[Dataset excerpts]

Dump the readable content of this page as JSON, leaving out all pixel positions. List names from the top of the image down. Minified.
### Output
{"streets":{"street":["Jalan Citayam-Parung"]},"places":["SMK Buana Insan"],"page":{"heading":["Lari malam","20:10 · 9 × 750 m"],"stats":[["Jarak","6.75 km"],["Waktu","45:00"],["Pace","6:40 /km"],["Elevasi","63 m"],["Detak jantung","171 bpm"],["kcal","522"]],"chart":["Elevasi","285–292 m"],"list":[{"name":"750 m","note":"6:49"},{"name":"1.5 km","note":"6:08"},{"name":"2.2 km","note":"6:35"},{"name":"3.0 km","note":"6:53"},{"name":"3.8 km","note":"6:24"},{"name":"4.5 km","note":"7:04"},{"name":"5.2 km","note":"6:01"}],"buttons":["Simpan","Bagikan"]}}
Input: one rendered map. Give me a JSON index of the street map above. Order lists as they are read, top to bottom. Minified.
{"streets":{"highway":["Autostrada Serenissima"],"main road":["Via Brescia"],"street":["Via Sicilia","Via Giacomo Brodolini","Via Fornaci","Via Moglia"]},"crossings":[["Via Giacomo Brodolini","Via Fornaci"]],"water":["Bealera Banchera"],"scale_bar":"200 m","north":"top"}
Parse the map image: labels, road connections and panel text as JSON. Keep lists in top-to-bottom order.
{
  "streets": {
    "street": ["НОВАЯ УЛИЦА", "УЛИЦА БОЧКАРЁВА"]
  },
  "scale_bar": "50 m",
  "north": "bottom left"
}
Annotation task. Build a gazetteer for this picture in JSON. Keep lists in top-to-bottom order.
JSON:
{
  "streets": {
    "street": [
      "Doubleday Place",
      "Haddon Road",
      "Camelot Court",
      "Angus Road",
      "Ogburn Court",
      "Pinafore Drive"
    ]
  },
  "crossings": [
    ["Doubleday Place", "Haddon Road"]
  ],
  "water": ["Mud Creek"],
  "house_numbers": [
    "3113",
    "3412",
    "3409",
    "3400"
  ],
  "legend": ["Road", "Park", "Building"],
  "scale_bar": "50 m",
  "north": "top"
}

**Directions**. Read through the records above and copy the lines that contain "this".

**Output of the exercise**.
Dump the readable content of this page as JSON, leaving out all pixel positions. List names from the top of the image down. Minified.
Annotation task. Build a gazetteer for this picture in JSON. Keep lists in top-to-bottom order.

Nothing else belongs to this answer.